__What to work on__.
Print exactly the lines below between the line holding "function label(font, color, halo, rows, align" and the line holding "context.font = font", inclusive, and nothing more.

__Data for analysis__.

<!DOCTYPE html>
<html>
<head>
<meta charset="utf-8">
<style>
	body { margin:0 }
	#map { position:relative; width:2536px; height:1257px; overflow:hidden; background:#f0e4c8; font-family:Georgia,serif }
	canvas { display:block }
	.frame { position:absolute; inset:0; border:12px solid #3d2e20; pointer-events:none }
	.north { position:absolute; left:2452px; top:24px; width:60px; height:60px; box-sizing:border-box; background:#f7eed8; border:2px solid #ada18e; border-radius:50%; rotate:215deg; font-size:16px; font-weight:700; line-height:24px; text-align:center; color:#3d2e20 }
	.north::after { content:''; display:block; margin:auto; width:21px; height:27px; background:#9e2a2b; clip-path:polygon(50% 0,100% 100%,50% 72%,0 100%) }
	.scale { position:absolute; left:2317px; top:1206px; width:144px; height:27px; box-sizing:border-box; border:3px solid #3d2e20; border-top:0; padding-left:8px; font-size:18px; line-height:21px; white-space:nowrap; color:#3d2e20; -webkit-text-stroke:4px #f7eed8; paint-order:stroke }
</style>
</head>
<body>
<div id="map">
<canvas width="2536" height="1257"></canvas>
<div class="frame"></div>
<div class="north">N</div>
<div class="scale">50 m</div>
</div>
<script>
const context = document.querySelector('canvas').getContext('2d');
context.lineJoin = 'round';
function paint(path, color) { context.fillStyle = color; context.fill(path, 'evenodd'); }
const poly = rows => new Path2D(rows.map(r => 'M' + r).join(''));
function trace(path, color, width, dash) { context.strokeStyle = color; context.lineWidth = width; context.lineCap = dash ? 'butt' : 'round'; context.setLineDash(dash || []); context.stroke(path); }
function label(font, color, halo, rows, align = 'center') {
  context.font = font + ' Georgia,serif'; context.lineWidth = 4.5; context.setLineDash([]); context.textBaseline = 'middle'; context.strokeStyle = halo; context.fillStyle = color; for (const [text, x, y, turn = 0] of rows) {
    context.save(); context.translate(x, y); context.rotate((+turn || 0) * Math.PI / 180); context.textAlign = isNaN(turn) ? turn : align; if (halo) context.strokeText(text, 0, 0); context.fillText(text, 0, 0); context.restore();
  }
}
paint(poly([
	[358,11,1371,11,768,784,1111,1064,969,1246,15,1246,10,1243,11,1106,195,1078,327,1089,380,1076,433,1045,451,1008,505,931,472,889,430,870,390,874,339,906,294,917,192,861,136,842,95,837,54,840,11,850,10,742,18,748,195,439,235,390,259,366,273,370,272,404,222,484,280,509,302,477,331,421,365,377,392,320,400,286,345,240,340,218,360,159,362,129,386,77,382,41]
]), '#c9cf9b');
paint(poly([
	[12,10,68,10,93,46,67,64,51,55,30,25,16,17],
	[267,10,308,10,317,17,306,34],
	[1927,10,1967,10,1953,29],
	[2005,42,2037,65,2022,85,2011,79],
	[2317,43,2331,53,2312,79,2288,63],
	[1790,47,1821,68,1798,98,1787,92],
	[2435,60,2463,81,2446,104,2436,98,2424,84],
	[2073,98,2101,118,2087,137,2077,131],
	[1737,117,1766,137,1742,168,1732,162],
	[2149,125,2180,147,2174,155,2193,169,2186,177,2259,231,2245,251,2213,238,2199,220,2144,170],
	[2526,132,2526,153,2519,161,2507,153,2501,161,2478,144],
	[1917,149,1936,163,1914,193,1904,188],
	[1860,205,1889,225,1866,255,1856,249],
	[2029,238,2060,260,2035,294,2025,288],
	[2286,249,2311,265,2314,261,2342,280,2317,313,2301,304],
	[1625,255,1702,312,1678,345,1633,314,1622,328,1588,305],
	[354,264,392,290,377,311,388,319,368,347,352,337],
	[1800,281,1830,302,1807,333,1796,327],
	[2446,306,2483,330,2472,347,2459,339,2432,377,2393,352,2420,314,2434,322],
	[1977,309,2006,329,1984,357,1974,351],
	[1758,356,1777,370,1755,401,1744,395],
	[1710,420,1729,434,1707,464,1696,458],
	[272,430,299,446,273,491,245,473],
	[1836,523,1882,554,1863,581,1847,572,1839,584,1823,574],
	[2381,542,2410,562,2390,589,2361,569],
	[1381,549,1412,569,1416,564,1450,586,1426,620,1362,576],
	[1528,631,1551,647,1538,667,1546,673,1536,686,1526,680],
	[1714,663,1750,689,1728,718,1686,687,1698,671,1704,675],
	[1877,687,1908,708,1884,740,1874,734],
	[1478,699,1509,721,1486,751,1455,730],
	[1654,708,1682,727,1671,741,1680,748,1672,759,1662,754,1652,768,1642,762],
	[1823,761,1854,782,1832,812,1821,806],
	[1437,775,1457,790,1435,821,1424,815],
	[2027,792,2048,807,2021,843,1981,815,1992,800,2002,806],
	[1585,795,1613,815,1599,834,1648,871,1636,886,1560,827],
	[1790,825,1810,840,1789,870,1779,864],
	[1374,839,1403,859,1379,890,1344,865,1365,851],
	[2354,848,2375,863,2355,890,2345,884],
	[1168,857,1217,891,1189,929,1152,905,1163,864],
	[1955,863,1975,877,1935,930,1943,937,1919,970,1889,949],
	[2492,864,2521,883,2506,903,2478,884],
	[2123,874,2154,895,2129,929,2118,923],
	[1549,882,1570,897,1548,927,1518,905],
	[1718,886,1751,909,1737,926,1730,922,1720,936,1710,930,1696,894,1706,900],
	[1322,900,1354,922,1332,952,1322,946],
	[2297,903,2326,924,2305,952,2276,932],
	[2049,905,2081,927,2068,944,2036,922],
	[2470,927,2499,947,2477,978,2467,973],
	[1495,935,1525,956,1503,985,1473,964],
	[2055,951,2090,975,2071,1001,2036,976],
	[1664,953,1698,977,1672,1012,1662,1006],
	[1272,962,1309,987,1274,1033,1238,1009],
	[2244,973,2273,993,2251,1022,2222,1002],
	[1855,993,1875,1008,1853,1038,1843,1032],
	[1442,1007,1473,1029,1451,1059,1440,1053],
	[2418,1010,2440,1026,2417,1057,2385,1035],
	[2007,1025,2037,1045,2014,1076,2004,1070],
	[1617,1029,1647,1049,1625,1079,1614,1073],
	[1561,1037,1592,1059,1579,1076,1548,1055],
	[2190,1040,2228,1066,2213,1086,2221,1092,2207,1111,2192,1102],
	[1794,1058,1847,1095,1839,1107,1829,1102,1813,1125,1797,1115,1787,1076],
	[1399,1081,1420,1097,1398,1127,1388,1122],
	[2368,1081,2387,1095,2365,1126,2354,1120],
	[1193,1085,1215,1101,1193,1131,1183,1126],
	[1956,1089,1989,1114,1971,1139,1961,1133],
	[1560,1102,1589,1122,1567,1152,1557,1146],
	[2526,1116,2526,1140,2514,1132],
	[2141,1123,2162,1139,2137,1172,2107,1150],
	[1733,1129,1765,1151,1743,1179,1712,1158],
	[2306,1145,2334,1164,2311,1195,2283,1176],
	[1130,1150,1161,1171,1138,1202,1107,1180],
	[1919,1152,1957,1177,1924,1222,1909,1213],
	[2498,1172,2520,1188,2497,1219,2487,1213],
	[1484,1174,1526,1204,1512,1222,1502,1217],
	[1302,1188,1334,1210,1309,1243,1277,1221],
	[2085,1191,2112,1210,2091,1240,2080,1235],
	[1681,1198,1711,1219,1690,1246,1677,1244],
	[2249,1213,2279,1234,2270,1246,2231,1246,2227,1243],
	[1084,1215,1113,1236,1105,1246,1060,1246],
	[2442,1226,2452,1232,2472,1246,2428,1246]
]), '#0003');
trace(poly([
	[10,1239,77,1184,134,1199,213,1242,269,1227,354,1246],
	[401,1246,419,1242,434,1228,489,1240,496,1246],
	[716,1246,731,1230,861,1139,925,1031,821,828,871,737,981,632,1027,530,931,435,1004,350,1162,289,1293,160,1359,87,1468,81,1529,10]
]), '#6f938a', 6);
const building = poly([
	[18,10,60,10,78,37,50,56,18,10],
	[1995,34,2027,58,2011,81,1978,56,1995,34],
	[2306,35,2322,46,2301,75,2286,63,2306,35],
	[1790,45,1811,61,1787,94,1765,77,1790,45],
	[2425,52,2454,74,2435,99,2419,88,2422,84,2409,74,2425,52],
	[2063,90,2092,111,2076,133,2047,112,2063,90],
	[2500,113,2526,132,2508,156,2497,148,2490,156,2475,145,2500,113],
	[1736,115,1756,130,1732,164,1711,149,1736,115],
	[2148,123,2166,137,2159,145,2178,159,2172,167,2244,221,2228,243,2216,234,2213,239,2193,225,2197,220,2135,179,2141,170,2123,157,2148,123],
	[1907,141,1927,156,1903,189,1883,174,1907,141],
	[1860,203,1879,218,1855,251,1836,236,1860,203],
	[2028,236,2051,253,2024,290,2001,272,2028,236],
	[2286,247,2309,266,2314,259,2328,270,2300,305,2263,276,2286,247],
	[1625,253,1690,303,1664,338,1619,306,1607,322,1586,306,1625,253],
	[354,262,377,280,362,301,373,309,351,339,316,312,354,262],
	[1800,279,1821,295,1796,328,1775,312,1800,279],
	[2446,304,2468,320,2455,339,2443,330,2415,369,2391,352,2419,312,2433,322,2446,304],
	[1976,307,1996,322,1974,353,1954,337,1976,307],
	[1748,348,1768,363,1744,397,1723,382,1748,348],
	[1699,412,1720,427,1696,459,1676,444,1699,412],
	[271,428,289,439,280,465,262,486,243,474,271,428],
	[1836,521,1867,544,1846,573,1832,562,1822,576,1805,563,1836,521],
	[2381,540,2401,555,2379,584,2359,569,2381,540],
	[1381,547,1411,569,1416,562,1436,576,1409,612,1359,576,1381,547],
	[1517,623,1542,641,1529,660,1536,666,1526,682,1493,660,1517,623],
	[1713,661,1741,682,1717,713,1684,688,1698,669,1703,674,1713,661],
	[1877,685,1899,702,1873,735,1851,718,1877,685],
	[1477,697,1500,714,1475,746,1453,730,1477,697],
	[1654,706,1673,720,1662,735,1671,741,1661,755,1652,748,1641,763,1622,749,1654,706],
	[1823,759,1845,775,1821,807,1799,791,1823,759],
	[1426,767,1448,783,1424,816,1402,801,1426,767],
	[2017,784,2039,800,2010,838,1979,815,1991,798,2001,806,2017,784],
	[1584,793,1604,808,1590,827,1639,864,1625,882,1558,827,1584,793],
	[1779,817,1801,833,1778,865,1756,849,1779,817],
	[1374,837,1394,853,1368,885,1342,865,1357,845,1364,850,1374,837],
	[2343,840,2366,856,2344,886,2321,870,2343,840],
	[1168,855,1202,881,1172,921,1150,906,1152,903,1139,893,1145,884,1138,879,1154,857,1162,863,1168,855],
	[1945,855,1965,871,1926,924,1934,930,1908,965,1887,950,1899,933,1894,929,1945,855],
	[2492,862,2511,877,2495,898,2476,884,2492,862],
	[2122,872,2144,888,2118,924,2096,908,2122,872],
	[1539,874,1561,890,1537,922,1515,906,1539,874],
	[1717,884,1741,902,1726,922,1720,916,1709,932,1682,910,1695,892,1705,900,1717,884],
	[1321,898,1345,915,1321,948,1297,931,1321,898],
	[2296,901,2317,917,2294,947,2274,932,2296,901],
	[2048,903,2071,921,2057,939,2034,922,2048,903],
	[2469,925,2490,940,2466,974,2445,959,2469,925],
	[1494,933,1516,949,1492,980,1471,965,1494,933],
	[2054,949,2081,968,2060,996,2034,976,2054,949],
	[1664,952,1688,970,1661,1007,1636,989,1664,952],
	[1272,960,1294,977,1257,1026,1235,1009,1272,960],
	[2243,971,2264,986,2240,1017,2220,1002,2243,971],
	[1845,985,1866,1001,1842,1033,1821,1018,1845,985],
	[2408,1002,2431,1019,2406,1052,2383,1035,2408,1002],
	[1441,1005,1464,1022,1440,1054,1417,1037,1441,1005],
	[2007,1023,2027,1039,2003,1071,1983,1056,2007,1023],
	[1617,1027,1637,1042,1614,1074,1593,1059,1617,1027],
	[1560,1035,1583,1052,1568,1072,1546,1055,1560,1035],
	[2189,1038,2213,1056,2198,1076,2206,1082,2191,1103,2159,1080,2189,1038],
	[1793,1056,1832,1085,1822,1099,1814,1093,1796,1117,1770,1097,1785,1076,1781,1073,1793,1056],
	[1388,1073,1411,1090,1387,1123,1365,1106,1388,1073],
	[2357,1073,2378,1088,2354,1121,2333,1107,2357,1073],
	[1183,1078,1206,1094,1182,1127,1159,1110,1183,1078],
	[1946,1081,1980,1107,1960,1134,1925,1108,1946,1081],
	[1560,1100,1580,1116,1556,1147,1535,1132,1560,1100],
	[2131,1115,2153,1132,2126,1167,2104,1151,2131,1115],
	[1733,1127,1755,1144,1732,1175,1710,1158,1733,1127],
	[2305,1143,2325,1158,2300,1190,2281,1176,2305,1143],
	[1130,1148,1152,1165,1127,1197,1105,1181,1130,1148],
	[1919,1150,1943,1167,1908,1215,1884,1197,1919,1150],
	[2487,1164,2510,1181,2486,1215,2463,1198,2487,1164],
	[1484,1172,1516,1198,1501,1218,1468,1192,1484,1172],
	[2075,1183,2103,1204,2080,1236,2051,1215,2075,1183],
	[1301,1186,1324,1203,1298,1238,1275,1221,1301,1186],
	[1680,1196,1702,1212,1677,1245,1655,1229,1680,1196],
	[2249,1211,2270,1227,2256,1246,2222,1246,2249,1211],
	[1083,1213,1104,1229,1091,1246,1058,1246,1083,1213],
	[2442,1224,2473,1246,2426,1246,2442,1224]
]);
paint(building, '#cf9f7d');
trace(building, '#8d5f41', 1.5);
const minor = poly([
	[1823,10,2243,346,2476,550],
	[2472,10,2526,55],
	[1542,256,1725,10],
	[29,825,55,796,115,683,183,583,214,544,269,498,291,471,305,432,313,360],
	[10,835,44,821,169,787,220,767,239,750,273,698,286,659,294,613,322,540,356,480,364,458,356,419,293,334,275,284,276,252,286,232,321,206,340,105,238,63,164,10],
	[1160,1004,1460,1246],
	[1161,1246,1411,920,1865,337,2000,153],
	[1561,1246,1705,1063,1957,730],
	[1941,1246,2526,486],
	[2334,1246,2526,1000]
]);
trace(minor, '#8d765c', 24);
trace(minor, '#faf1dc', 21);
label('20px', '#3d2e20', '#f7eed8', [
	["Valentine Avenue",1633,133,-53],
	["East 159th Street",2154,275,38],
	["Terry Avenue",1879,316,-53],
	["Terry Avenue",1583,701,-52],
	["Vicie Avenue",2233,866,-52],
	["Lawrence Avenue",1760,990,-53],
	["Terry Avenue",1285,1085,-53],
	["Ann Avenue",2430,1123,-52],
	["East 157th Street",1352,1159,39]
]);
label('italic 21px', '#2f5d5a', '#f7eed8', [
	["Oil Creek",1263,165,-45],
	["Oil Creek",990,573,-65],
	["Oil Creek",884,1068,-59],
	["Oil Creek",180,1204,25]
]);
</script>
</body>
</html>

__Solution to the exercise__.
function label(font, color, halo, rows, align = 'center') {
  context.font = font + ' Georgia,serif'; context.lineWidth = 4.5; context.setLineDash([]); context.textBaseline = 'middle'; context.strokeStyle = halo; context.fillStyle = color; for (const [text, x, y, turn = 0] of rows) {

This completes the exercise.